__EXERCISE BRIEF__
Go through the data and retrieve each line that includes the string "image".

__GIVEN ENTRIES__
──────────
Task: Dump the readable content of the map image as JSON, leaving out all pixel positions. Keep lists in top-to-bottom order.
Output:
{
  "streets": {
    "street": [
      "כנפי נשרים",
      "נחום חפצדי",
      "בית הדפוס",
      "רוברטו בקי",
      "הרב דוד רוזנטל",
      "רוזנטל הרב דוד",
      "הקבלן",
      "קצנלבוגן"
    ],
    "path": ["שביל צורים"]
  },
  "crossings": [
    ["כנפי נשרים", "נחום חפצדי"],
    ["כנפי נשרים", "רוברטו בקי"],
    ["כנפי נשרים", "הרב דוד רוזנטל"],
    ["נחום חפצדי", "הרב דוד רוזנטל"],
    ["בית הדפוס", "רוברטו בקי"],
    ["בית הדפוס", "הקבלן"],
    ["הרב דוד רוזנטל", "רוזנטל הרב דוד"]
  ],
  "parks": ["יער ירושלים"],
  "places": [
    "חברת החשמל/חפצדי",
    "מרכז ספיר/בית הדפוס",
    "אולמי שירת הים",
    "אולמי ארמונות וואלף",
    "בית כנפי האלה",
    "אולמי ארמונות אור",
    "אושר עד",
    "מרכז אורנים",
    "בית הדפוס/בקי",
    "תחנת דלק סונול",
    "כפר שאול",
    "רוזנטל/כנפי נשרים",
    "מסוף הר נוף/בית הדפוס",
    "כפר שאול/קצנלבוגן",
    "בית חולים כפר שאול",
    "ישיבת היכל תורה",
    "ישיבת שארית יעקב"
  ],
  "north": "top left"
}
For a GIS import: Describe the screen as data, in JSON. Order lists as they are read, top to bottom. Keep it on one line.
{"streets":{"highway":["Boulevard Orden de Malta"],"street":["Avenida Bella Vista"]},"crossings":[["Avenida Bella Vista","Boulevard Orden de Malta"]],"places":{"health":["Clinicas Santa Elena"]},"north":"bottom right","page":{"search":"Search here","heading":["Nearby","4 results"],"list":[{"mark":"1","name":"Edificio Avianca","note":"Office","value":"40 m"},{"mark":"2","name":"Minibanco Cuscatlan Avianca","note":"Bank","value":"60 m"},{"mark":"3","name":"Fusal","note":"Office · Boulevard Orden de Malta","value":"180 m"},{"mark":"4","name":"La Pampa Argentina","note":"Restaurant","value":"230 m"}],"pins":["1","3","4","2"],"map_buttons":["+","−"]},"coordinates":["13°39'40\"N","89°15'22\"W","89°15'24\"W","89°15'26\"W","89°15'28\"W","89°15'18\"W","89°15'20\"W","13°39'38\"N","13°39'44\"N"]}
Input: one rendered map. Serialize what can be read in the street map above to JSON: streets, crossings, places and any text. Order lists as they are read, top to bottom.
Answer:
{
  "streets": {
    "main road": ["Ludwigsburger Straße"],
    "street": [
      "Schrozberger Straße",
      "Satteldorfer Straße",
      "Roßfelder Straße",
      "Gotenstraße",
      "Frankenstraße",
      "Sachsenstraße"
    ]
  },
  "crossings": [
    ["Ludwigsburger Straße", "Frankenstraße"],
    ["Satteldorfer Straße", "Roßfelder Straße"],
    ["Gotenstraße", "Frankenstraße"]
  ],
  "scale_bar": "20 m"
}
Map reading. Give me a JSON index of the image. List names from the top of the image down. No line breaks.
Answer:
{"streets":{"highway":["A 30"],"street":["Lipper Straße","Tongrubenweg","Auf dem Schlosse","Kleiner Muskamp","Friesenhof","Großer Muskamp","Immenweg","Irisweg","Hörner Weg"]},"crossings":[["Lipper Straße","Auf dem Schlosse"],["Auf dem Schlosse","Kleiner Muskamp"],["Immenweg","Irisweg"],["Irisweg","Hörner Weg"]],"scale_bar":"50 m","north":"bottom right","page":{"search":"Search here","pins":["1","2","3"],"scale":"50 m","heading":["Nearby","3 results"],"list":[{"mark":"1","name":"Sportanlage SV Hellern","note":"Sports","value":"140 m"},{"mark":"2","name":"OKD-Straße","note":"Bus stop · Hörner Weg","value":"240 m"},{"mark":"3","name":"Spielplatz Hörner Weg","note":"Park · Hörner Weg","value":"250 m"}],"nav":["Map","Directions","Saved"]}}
──────────
__TASK RESPONSE__
Task: Dump the readable content of the map image as JSON, leaving out all pixel positions. Keep lists in top-to-bottom order.
Map reading. Give me a JSON index of the image. List names from the top of the image down. No line breaks.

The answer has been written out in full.